*** RECORDS PROVIDED Section Begins ***

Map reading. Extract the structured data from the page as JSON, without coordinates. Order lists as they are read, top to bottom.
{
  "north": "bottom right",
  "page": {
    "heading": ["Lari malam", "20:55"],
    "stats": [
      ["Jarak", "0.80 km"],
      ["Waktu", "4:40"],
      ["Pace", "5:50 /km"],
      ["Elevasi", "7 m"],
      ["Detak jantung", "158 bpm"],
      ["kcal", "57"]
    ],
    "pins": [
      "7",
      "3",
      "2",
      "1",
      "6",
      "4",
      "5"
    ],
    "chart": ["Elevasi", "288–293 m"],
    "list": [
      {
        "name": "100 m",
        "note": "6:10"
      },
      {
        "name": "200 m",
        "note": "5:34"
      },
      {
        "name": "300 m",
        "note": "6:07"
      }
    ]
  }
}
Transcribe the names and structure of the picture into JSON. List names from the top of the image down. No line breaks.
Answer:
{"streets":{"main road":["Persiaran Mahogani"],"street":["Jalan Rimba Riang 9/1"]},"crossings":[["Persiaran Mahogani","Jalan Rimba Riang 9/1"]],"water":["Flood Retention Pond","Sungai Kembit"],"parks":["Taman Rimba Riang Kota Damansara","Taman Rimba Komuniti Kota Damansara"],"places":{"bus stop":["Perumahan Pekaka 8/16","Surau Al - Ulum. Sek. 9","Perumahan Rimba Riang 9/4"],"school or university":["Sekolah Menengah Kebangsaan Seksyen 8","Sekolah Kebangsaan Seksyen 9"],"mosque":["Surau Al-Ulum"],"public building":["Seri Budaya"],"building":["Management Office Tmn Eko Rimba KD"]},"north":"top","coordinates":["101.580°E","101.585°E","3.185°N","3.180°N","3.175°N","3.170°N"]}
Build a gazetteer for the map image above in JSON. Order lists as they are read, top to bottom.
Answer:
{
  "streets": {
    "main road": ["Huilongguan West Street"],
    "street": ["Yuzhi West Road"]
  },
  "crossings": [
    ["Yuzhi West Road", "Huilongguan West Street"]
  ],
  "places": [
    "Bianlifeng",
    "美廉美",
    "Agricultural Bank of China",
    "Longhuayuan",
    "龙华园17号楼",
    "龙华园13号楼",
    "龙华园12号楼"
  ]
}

*** RECORDS PROVIDED Section Ends ***

- _INSTRUCTIONS FOR THE TASK_
Repeat the entries word for word. Skip none of them.

- _SOLUTION TO THE EXERCISE_
Map reading. Extract the structured data from the page as JSON, without coordinates. Order lists as they are read, top to bottom.
{
  "north": "bottom right",
  "page": {
    "heading": ["Lari malam", "20:55"],
    "stats": [
      ["Jarak", "0.80 km"],
      ["Waktu", "4:40"],
      ["Pace", "5:50 /km"],
      ["Elevasi", "7 m"],
      ["Detak jantung", "158 bpm"],
      ["kcal", "57"]
    ],
    "pins": [
      "7",
      "3",
      "2",
      "1",
      "6",
      "4",
      "5"
    ],
    "chart": ["Elevasi", "288–293 m"],
    "list": [
      {
        "name": "100 m",
        "note": "6:10"
      },
      {
        "name": "200 m",
        "note": "5:34"
      },
      {
        "name": "300 m",
        "note": "6:07"
      }
    ]
  }
}
Transcribe the names and structure of the picture into JSON. List names from the top of the image down. No line breaks.
Answer:
{"streets":{"main road":["Persiaran Mahogani"],"street":["Jalan Rimba Riang 9/1"]},"crossings":[["Persiaran Mahogani","Jalan Rimba Riang 9/1"]],"water":["Flood Retention Pond","Sungai Kembit"],"parks":["Taman Rimba Riang Kota Damansara","Taman Rimba Komuniti Kota Damansara"],"places":{"bus stop":["Perumahan Pekaka 8/16","Surau Al - Ulum. Sek. 9","Perumahan Rimba Riang 9/4"],"school or university":["Sekolah Menengah Kebangsaan Seksyen 8","Sekolah Kebangsaan Seksyen 9"],"mosque":["Surau Al-Ulum"],"public building":["Seri Budaya"],"building":["Management Office Tmn Eko Rimba KD"]},"north":"top","coordinates":["101.580°E","101.585°E","3.185°N","3.180°N","3.175°N","3.170°N"]}
Build a gazetteer for the map image above in JSON. Order lists as they are read, top to bottom.
Answer:
{
  "streets": {
    "main road": ["Huilongguan West Street"],
    "street": ["Yuzhi West Road"]
  },
  "crossings": [
    ["Yuzhi West Road", "Huilongguan West Street"]
  ],
  "places": [
    "Bianlifeng",
    "美廉美",
    "Agricultural Bank of China",
    "Longhuayuan",
    "龙华园17号楼",
    "龙华园13号楼",
    "龙华园12号楼"
  ]
}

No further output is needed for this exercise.